There is a good summary of CUA design in this 11-page ebook, Principles of
UI Design [PDF]; it's from 2007 and has a slight Windows XP flavor to the
pictures.
CUA brought SAA-nity to DOS
Windows 3.0 was released in 1990 and precipated a transformation in the PC
industry. For the first time, Windows looked and worked well enough that
people actually used it from choice. Windows 3's user interface – it didn't
really have a desktop as such – was borrowed directly from OS/2 1.2, from
Program Manager and File Manager, right down to the little fake-3D shaded
minimize and maximize buttons. Its design is straight by the CUA book.
Even so, Windows took a while to catch on. Many PCs were not that
high-spec. If you had a 286 PC, it could use a megabyte or more of memory.
If you had a 386 with 2MB of RAM, it could run in 386 Enhanced Mode, and not
merely multitask DOS apps but also give them 640kB each. But for comparison,
this vulture's work PC in 1991 only had 1MB of RAM, and the one before that
didn't have a mouse, like many late-1980s PCs.
As a result, DOS apps continued to be the best sellers. The chart-topping
PC apps of 1990 were WordPerfect v5.1 and Lotus 1-2-3 v2.2.
Lotus 123 screenshot
Lotus 1-2-3 was the original PC killer app and is a good example of a 1980s
user interface. It had a two-line menu at the top of the screen, opened with
the slash key. File was the fifth option, so to open a file, you pressed /,
f, then r for Retrieve.
Microsoft Word for DOS also had a two-line menu, but at the bottom of the
screen, with file operations under Transfer. So, in Word, the same operation
used the Esc key to open the menus, then t, then l for Load.
JOE, running on macOS 12, is a flashback to WordStar in the 1980s.
Pre-WordPerfect hit word-processor WordStar used Ctrl plus letters, and
didn't have a shortcut for opening a file, so you needed Ctrl+k, d, then
pick a file and press d again to open a Document. For added entertainment,
different editions of WordStar used totally different keystrokes: WordStar
2000 had a whole new interface, as did WordStar Express, known to many
Amstrad PC owners as WordStar 1512.
The word processor that knocked WordStar off the Number One spot was the
previous best-selling version of WordPerfect, 4.2. WordPerfect used the
function keys for everything, to the extent that its keyboard template acted
as a sort of copy-protection: it was almost unusable without one.

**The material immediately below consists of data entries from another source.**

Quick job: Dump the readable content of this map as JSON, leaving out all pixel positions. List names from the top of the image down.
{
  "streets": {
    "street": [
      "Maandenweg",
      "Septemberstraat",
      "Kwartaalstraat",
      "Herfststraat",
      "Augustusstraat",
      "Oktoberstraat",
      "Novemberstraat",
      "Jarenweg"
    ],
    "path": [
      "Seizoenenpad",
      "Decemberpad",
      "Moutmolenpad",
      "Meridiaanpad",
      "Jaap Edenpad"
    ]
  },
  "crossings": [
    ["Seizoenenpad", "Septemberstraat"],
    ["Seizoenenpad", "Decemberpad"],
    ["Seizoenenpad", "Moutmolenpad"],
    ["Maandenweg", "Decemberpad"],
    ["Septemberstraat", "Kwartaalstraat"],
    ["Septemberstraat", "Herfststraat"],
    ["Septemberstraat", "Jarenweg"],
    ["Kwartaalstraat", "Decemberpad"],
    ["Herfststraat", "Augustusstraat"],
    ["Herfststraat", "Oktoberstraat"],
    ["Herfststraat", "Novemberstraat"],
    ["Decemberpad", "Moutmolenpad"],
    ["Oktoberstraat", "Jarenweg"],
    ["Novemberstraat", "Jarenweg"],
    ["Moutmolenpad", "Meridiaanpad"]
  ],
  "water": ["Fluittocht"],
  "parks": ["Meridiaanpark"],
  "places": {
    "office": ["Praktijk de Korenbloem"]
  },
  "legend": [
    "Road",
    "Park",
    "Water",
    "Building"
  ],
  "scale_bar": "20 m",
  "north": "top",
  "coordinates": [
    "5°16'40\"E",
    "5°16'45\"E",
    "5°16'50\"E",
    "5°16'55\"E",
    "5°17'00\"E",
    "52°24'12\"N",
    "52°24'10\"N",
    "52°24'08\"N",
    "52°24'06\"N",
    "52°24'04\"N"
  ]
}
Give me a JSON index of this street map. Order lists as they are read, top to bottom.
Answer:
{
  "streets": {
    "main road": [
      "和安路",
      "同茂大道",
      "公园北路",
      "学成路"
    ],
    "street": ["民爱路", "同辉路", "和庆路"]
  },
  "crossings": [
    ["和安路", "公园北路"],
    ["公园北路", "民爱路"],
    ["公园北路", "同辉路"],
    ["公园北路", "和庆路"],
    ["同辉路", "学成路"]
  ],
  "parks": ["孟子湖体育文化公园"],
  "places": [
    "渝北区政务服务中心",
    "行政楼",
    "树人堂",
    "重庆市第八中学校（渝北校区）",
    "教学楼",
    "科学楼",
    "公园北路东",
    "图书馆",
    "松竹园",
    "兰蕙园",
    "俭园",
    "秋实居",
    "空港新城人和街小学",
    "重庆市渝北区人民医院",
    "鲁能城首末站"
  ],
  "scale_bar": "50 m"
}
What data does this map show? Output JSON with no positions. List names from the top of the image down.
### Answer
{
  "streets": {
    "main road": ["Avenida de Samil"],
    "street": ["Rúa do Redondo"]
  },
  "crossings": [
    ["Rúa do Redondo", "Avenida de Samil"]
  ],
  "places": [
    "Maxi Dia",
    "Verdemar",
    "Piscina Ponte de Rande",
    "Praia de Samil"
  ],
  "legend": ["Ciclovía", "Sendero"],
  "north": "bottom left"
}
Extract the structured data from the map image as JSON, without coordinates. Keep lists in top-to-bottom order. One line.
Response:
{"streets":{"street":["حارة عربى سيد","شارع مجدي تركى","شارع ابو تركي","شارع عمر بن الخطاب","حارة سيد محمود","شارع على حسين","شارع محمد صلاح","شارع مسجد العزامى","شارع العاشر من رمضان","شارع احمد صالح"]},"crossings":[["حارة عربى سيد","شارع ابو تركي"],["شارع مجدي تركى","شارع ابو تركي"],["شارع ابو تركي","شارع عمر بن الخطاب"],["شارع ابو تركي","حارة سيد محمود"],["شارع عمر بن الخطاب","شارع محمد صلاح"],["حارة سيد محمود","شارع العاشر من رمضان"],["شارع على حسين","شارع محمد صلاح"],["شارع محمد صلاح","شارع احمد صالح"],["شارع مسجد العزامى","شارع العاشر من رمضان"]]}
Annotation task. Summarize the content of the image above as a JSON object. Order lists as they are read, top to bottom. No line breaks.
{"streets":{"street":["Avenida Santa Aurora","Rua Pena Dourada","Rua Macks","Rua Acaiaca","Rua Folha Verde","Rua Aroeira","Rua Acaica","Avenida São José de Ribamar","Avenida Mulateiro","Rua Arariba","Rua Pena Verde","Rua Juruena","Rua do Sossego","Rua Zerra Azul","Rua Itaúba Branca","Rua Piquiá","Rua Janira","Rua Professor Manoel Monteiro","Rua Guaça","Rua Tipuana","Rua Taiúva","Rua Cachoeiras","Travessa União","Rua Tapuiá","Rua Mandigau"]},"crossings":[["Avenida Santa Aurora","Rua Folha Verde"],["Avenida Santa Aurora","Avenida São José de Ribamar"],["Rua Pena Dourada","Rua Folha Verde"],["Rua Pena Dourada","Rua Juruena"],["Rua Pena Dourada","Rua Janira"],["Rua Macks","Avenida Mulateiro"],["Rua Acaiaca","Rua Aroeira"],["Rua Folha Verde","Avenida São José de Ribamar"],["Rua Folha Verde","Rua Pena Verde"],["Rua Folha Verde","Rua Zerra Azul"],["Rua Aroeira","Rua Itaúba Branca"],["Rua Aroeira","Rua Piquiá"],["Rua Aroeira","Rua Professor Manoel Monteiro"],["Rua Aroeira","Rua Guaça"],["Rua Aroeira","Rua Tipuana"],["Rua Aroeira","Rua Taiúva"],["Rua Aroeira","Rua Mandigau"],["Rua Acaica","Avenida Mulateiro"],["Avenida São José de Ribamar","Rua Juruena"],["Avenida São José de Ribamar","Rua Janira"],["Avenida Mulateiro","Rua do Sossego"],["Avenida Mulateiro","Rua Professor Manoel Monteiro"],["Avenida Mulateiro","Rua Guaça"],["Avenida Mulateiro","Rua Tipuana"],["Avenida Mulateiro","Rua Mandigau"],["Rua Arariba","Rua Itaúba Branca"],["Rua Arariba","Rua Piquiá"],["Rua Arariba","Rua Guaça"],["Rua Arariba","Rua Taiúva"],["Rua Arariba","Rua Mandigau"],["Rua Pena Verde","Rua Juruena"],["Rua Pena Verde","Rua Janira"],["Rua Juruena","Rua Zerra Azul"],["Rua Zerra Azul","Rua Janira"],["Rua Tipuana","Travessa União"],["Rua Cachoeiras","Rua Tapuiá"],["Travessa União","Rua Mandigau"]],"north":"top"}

(Remarkably, they are still on sale.) To open a file in WordPerfect, you
pressed F7 for the full-screen File menu, then 3 to open a document. The big
innovation in WordPerfect 5 was that, in addition to the old UI, it also had
CUA-style drop-down menus at the top of the screen, which made it much more
usable. For many fans, WordPerfect 5.1 remains the classic version to this
day.
Every main DOS application had its own, unique user interface, and nothing
was sacred. While F1 was Help in many programs, WordPerfect used F3 for
that. Esc was often some form of Cancel, but WordPerfect used it to repeat a
character.
With every app having a totally different UI, even knowing one inside-out
didn't help in any other software. Many PC users mainly used one program and
couldn't operate anything else. Some software vendors encouraged this, as it
helped them sell companion apps with compatible interfaces – for example,
WordPerfect vendors SSI also offered a database called DataPerfect, while
Lotus Corporation offered a 1-2-3 compatible word processor, Lotus
Manuscript.
WordPerfect 7 for UNIX, running perfectly happily in a Linux terminal in
2022
CUA came to this chaotic landscape and imposed a sort of ceasefire. Even if
you couldn't afford a new PC able to run Windows well, you could upgrade
your apps with new versions with this new, standardized UI. Microsoft Word
5.0 for DOS had the old two-line menus, but Word 5.5 had the new look. (It's
now a free download and the curious can try it.) WordPerfect adopted the
menus in addition to its old UI, so experienced users could just keep going
while newbies could explore and learn their way around gradually.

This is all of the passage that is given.